• _Exercise input_
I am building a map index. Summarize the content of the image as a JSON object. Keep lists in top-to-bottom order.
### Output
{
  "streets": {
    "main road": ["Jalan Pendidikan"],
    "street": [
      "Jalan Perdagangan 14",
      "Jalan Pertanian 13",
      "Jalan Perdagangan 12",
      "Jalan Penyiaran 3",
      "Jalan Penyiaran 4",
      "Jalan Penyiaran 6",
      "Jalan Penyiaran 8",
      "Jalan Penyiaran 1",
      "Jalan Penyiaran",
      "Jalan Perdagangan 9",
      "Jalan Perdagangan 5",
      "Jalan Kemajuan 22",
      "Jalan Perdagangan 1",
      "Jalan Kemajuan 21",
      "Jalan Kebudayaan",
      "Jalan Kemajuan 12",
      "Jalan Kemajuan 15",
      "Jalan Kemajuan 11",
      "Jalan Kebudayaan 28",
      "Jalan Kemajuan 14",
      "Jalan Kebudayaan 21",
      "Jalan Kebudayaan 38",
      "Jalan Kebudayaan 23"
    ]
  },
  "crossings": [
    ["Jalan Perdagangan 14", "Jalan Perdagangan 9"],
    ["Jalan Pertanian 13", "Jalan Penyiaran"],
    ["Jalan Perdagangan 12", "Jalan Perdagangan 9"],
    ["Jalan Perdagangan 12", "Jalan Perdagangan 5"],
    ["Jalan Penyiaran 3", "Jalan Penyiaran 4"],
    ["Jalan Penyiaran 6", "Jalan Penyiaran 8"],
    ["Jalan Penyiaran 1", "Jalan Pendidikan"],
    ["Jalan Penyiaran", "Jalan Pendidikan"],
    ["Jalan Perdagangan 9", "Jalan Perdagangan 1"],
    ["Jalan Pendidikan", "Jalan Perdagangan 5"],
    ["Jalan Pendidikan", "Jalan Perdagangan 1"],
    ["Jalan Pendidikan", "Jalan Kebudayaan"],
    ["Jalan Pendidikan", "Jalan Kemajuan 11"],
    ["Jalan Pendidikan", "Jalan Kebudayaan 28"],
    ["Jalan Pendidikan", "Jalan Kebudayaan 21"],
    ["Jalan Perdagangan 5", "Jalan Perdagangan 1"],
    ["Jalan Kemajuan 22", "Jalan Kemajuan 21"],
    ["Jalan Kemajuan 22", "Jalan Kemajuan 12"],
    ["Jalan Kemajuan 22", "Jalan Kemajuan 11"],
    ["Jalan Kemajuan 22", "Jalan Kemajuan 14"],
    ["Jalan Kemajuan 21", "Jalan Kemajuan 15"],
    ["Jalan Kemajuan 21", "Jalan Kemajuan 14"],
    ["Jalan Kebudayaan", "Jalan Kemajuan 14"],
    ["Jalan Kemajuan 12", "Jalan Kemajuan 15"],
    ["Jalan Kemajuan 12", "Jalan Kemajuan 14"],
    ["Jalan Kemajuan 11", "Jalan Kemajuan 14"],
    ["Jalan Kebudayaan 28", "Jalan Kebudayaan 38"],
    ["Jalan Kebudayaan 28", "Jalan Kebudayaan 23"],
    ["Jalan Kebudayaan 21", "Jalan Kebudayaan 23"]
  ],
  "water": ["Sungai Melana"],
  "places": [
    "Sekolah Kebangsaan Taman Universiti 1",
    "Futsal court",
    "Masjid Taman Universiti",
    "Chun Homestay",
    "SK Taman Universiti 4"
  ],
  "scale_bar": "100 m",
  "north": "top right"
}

• _How to complete this task_
The expected response is the full set of records, reproduced exactly.

• _The completed task_
I am building a map index. Summarize the content of the image as a JSON object. Keep lists in top-to-bottom order.
### Output
{
  "streets": {
    "main road": ["Jalan Pendidikan"],
    "street": [
      "Jalan Perdagangan 14",
      "Jalan Pertanian 13",
      "Jalan Perdagangan 12",
      "Jalan Penyiaran 3",
      "Jalan Penyiaran 4",
      "Jalan Penyiaran 6",
      "Jalan Penyiaran 8",
      "Jalan Penyiaran 1",
      "Jalan Penyiaran",
      "Jalan Perdagangan 9",
      "Jalan Perdagangan 5",
      "Jalan Kemajuan 22",
      "Jalan Perdagangan 1",
      "Jalan Kemajuan 21",
      "Jalan Kebudayaan",
      "Jalan Kemajuan 12",
      "Jalan Kemajuan 15",
      "Jalan Kemajuan 11",
      "Jalan Kebudayaan 28",
      "Jalan Kemajuan 14",
      "Jalan Kebudayaan 21",
      "Jalan Kebudayaan 38",
      "Jalan Kebudayaan 23"
    ]
  },
  "crossings": [
    ["Jalan Perdagangan 14", "Jalan Perdagangan 9"],
    ["Jalan Pertanian 13", "Jalan Penyiaran"],
    ["Jalan Perdagangan 12", "Jalan Perdagangan 9"],
    ["Jalan Perdagangan 12", "Jalan Perdagangan 5"],
    ["Jalan Penyiaran 3", "Jalan Penyiaran 4"],
    ["Jalan Penyiaran 6", "Jalan Penyiaran 8"],
    ["Jalan Penyiaran 1", "Jalan Pendidikan"],
    ["Jalan Penyiaran", "Jalan Pendidikan"],
    ["Jalan Perdagangan 9", "Jalan Perdagangan 1"],
    ["Jalan Pendidikan", "Jalan Perdagangan 5"],
    ["Jalan Pendidikan", "Jalan Perdagangan 1"],
    ["Jalan Pendidikan", "Jalan Kebudayaan"],
    ["Jalan Pendidikan", "Jalan Kemajuan 11"],
    ["Jalan Pendidikan", "Jalan Kebudayaan 28"],
    ["Jalan Pendidikan", "Jalan Kebudayaan 21"],
    ["Jalan Perdagangan 5", "Jalan Perdagangan 1"],
    ["Jalan Kemajuan 22", "Jalan Kemajuan 21"],
    ["Jalan Kemajuan 22", "Jalan Kemajuan 12"],
    ["Jalan Kemajuan 22", "Jalan Kemajuan 11"],
    ["Jalan Kemajuan 22", "Jalan Kemajuan 14"],
    ["Jalan Kemajuan 21", "Jalan Kemajuan 15"],
    ["Jalan Kemajuan 21", "Jalan Kemajuan 14"],
    ["Jalan Kebudayaan", "Jalan Kemajuan 14"],
    ["Jalan Kemajuan 12", "Jalan Kemajuan 15"],
    ["Jalan Kemajuan 12", "Jalan Kemajuan 14"],
    ["Jalan Kemajuan 11", "Jalan Kemajuan 14"],
    ["Jalan Kebudayaan 28", "Jalan Kebudayaan 38"],
    ["Jalan Kebudayaan 28", "Jalan Kebudayaan 23"],
    ["Jalan Kebudayaan 21", "Jalan Kebudayaan 23"]
  ],
  "water": ["Sungai Melana"],
  "places": [
    "Sekolah Kebangsaan Taman Universiti 1",
    "Futsal court",
    "Masjid Taman Universiti",
    "Chun Homestay",
    "SK Taman Universiti 4"
  ],
  "scale_bar": "100 m",
  "north": "top right"
}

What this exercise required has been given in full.